The number of people injured is one of the largest in Israel since the Israel-Hezbollah war escalated in late September.
Meanwhile, the health ministry in Lebanon report 51 people were killed and 174 injured in Israeli air strikes across the country on Saturday.
Read on for the latest updates from the conflict in the Middle East.
Israel hit by ‘swarm of drones’
Four people have been killed after Hezbollah launched a “swarm of drones” on a Golani Brigade military training camp in Binyamina, south of Haifa, in Israel.
The Lebanese militant group said that the strike was carried out “in support of our steadfast Palestinian people in the Gaza Strip and in support of their valiant and honourable resistance, and in defence of Lebanon and its people”.
The Israel Defense Forces (IDF) said four people have been killed and seven others were severely injuried.
“All the injured individuals have been evacuated to hospitals and their families have been notified,” said the IDF,
Rescue service United Hatzalah said it “provided assistance to over 60 wounded people with varying degrees of injuries – critical, serious, moderate and mild”.
“Helicopters and ambulances evacuated all the wounded,” it said.
Israeli media is reporting 67 people have been injured in the attack, with four critically wounded.
Emergency service provider Magen David Adom (MDA) said the attack was a “mass casualty event” which was caused by a “very serious” drone strike.
“When we arrived, we saw a very serious scene of a UAV hit,” Rafi Sheva, a senior official with MDA, said.
“There were many wounded, wounded by the blast and wounded by shrapnel, who were injured in all parts of their bodies,” he added.
“This is a major incident in terms of casualties.”
The incident comes two days after air raid sirens sounded in central Israel after two aerial drones entered the country from Lebanon, with at least one building damaged north of Tel Aviv during the incident.
Hezbollah has been regularly firing rockets and drones across the border into Israel for over a year, but has reached further since late September when fighting escalated.
Israel’s sophisticated air defences, including the Iron Dome system, has intercepted most of the projectiles, with few casualties caused by strikes or falling debris.
Gaza rescuers say Israeli drone strike kills five children
In Gaza, the civil defence agency said on Sunday five children had been killed by an Israeli drone strike in the Al-Shati refugee camp in the latest deadly air raid involving minors.
“Our teams have recovered the bodies of five martyrs, all children, after an Israeli drone targeted a group of children playing in … Al-Shati refugee camp, west of Gaza City,” said Mahmud Bassal, spokesman for Gaza’s Civil Defence.

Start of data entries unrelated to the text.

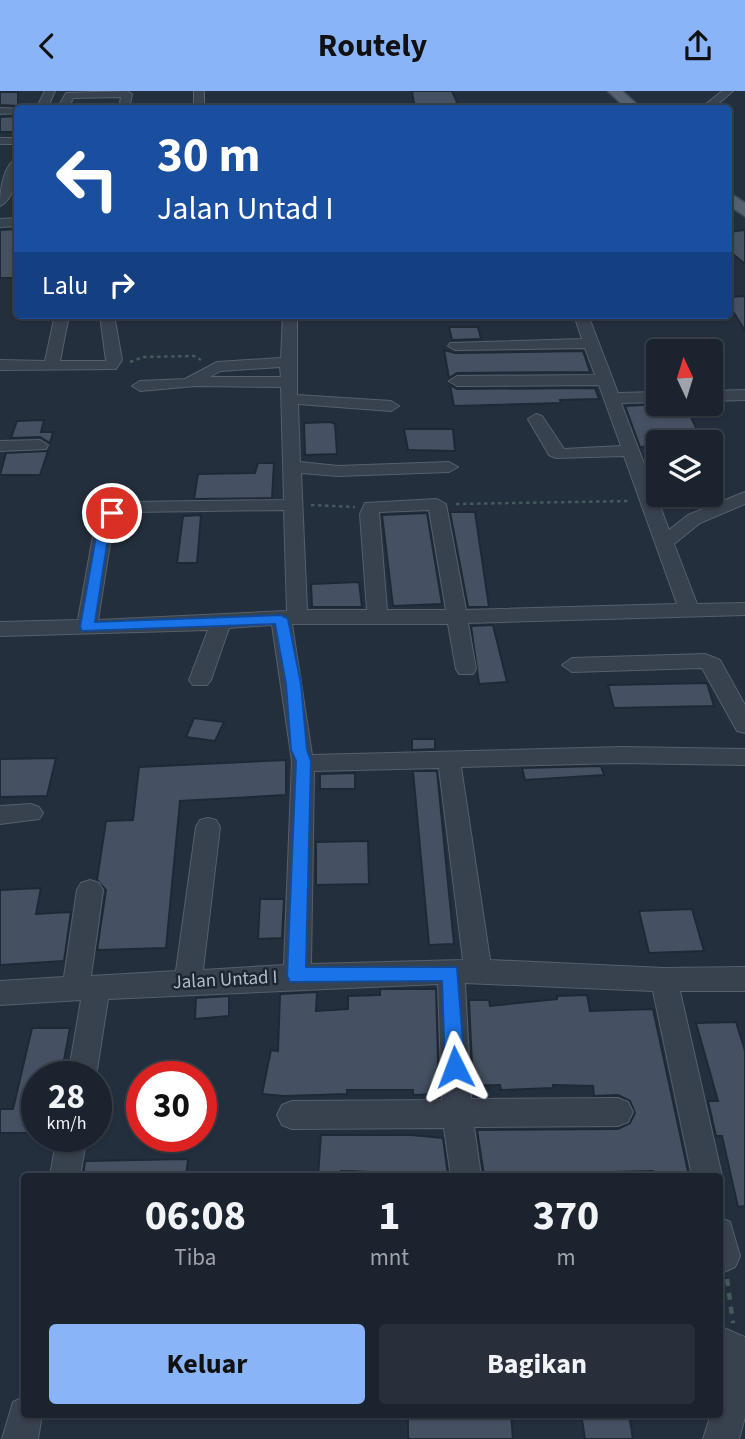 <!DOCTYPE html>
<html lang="id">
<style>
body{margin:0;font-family:"Source Sans 3",sans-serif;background:#282f3a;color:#f1f3f6;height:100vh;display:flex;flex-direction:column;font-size:26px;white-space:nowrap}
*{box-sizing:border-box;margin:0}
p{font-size:23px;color:#a0a4aa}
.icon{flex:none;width:38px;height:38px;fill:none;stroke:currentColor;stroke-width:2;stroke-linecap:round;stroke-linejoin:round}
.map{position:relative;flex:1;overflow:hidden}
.panel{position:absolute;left:21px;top:1082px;width:702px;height:245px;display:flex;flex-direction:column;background:#1b232e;border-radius:7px;box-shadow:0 2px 5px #0004,0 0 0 2px #39404a}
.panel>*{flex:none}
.banner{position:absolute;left:14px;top:14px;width:718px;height:214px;border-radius:7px;box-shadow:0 2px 5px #0004,0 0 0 2px #39404a;background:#1a4fa0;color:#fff;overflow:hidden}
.needle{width:46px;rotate:356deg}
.buttons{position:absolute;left:646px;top:248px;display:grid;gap:14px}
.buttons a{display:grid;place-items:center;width:77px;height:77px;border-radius:7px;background:#1b232e;box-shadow:0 2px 5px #0004,0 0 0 2px #39404a;font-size:35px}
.speed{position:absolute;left:21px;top:970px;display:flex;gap:14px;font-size:35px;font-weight:700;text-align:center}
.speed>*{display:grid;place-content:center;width:91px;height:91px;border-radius:50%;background:#1b232e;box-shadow:0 2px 5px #0004,0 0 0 2px #39404a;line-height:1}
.speed small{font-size:18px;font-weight:400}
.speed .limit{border:10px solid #d22;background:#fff;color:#111}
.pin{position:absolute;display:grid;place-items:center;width:60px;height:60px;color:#fff;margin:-30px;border:4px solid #fff;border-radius:50%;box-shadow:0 2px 7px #0007}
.me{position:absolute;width:77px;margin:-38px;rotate:357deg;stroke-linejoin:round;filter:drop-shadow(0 0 5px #0008)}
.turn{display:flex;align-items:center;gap:24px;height:147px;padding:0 28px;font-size:32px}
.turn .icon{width:91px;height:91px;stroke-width:2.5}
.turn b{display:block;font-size:49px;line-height:60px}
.then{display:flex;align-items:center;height:66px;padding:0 28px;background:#0003;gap:14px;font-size:26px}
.eta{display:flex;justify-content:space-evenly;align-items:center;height:119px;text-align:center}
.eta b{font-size:42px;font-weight:700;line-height:49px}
.button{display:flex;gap:14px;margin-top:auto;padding:14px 28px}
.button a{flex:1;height:80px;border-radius:7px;background:#8ab4f8;color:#111;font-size:28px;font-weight:700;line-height:80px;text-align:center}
.button a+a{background:#282f3a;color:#f1f3f6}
header{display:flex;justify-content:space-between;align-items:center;height:91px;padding:0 28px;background:#8ab4f8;color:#111;font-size:32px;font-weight:700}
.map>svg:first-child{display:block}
.building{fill:#455162;stroke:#1f2835;stroke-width:2}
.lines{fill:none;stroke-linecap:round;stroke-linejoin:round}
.minor-casing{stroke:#565f6c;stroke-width:2}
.major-casing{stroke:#414a57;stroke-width:3}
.path-far1{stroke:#44595c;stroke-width:2.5;stroke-dasharray:3.5 3.5;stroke-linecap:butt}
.path{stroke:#44595c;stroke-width:4.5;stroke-dasharray:7 7;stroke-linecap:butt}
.minor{fill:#38414e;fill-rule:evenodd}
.major{fill:#56606e;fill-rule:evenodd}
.route{fill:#1a73e8;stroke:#114b97;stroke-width:2}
.labels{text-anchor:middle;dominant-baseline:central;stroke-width:5;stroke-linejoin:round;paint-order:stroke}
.street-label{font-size:19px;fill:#b4bcc9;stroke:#1d2633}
</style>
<header><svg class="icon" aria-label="back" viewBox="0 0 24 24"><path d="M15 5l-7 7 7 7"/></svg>Routely<svg class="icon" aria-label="share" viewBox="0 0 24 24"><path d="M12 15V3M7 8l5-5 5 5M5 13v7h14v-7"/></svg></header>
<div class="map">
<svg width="745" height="1348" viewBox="0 0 745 1348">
<rect width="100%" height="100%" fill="#242f3e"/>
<!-- building -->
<path class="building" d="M412,0H452L460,18H415Z
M0,1H18V15L0,14Z
M18,25V41H0V26Z
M18,138V187H0V139Z
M745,139V173L728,159V141Z
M745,205V240L728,212V206Z
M449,236H478L481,248L452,249Z
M444,259L455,262L583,260L590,281L457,282L449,287Z
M450,294L457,298L595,297L599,308L560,309L561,312L454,315Z
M659,313H685L703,352H658V355L640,356L625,315Z
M44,329L41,341H53L50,352L40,346L11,347L17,330Z
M331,331L335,333L337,363L305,364L304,332Z
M404,338H453L455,360L408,359Z
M48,360L40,384H0L6,362Z
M258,372H274L272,407L194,408L198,383L255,382Z
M450,421H475L489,516H468Z
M427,422L442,513L393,515L382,424Z
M201,424L197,472H177L183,425Z
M359,491L362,516H312L311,493Z
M493,534L507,591L479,593L471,535Z
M707,592L714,615L614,617L608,594Z
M194,627L224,631L215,650L186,646Z
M412,648H435V658L412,659Z
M56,667L47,705L0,706V668Z
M286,669V704L180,710L166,857L97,859L106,799L97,789L106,730L133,729L139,676Z
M601,675L604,684L525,689L522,677Z
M413,680H437L454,853L429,854Z
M355,682V698H320V683Z
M368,750L369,793L316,794V751Z
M41,797L36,823L71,821L64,870L0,874V799Z
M260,808H284L282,847L258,848Z
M692,818L704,860L649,862L639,820Z
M380,898H436L439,1003L413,1004V999H347V1003L284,1005L262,1003L271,959L278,960L280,903L317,901L316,920L348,918V905L380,904Z
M587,904L590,920L653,918L689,1085H654L653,1080L484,1084L477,1039L618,1038L630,1032L635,1022L630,1010L618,1004L594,1005L593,995L553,994V997L501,999L500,994L473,995L469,909H489L490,915L557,908V905Z
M229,905V925L195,928L196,907Z
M736,931L745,960V1115L738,1116L722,1045H716L708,1010H718L696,932Z
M32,937H70L61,985H37V1042H0V1018H13Z
M321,1044H411L443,1047L448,1084L346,1080H341V1085H318Z
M188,1068L186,1085H83L85,1070Z
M408,1323H511L513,1348H408Z
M581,1323H629L633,1348H585Z"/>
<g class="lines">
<!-- minor casing -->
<g class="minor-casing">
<path id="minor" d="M45,0H55L47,18H36Z
M127,0L132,3L129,18H119L121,6L73,7L68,18H57L66,2Z
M194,0H204V18H194Z
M722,0H733L712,18H700Z
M0,17L22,18H18V22L0,23Z
M0,47H18V53H0Z
M18,66C18,81 15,108 0,115C0,99 3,74 18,66Z
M18,127V135L0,136V128Z
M55,224H69L60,270H106L100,224H114L122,269L116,278L0,279V269L45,270Z
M283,224H297V304L391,310L399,315L391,320L298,313L300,371L338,375L449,371L458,376L449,381L338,385L301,382L307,519H367L360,423L365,412L437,408L446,413L466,519L677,513L624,365L556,367L549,364L528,328L536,323L542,325L564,358L621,355L599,294L457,295L449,290L457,285L595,284L585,257L455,259L448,255L450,252L582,248L574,224H588L618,302L658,301V311L621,312L669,439L688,424L745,401V413L700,432L674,453L697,513L745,512V524L468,532L476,578L473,583H459L456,578L448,533H292L312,664L622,656L745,658V674L622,672L461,676L490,869L664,877L745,876V900H680L722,1085L719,1092V1085H692L653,900L465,892L471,1008L618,1007L628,1011L633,1021L628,1031L618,1035L474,1036L481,1085H451L444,1037L292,1038L282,1034L277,1024L282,1014L292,1010L442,1009L438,893L108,908L96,985H68L81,909L0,914V890L64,886L77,799L81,792L90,789L99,792L103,799L91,885L176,880L196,736L200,729L208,727L216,729L220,736L203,879L284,874L292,670L272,534L229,537L211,589L207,594H193L189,589L208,539L0,545V531L78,529L95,434L106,418L130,411L284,409L281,296L195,295L140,300L132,295L140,290L185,288L217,271L281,267ZM280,276L281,286H210L220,280ZM284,419L287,520L98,529L113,434L119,426L132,421ZM429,419L446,519H387L379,421ZM439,677L463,869L311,873L314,680Z
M745,299V309L710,310V300Z
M40,349L48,354L46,358L0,360V350Z
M705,563L720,569L745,614V642L737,640L702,577L572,581L562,574L572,567Z
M31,713L39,716L43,722L39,728L0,733V715Z
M57,1045H87L80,1085H50Z
M719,1126L730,1131L740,1165L735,1176L724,1181L719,1179Z
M719,1235L745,1246V1326L739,1348H703L711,1323H719Z
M24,1306V1323H42L38,1348H2L13,1311Z"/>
</g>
<!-- major casing -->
<g class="major-casing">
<path id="major" d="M608,0H622L642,18H627Z
M728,101L745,112V125L728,114Z"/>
</g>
<!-- path-far1 -->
<path class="path-far1" d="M130,271L143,266L194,265L201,269
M456,413L630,410
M311,414L355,416"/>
<!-- path -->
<path class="path" d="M727,1188L733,1232"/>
<!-- minor -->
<use href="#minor" class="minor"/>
<!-- major -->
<use href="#major" class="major"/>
</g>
<!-- route -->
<path class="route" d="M108,419L118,422L110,434L95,531L281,524L288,528L301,593L307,659L311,670L306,876H457L465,976L462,982L455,985L448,982L445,976L442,890L290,891L287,885L296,670L291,659L286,593L275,533L82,540L80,536L98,434Z"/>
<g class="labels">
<!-- street labels -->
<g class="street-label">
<text transform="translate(225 889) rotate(-3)">Jalan Untad I</text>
</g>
</g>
</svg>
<div class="buttons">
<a><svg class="needle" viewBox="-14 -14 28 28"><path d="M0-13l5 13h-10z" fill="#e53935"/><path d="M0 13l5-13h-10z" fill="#a0a4aa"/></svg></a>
<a><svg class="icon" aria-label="layers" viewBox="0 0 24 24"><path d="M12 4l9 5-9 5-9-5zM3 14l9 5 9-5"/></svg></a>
</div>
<div class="speed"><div>28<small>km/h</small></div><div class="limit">30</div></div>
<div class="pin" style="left:112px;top:422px;background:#d93025"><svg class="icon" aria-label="arrive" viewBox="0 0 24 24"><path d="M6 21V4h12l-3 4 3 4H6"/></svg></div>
<svg class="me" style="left:455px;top:976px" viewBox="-20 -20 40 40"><path d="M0-17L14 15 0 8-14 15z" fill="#1a73e8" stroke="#fff" stroke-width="4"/></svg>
<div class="banner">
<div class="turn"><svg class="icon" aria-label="left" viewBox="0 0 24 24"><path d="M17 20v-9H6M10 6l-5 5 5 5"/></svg><div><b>30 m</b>Jalan Untad I</div></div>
<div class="then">Lalu<svg class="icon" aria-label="right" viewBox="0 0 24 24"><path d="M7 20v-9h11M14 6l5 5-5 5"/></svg></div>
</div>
<section class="panel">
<div class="eta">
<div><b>06:08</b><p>Tiba</p></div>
<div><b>1</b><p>mnt</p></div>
<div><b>370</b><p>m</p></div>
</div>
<div class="button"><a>Keluar</a><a>Bagikan</a></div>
</section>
</div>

“The bodies were transported to Al-Shifa Hospital, located in the western part of the city.”
According to Gaza’s health ministry, 42,227 people have been killed in Israeli attacks over the past year, a majority of them women and children.
The United Nations acknowledges the figures to be reliable.
Hamas triggered the ongoing conflict in Gaza with the deadliest-ever attack on Israel on October 7, 2023. It resulted in the deaths of 1,206 people, mostly civilians, according to an AFP tally of official Israeli figures.
Attack on peackeepers could be ‘war cirme’
As combat rages between Israel and Hezbollah forces in Lebanon, United Nations peacekeepers said they have again been caught in the firing line.Peacekeepers accused Israeli troops of breaking through a gate and entering one of their positions before dawn Sunday in south Lebanon.
It is the latest of several incidents the United Nations Interim Force in Lebanon (UNIFIL) mission has reported since Thursday, leaving five Blue Helmets injured.
“Two IDF (Israeli military) Merkava tanks destroyed the position’s main gate and forcibly entered the position” in the Ramia area, before leaving 45 minutes later, UNIFIL said.
The Israeli military later said a tank “backed several meters into a UNIFIL post” while “under fire” and attempting to evacuate injured soldiers.
Netanyahu had called on the UN earlier Sunday to remove peacekeepers in southern Lebanon out of harm’s way, after the mission rejected requests to abandon its positions.
He said the peacekeepers’ presence had “the effect of providing Hezbollah terrorists with human shields”.
UN chief Antonio Guterres on Sunday said “attacks” against peacekeepers “may constitute a war crime”.
UNIFIL, with about 9,500 troops, is in southern Lebanon under the longstanding UN Security Council Resolution 1701, which stipulated that only the Lebanese army and UN peacekeepers should be deployed in south Lebanon.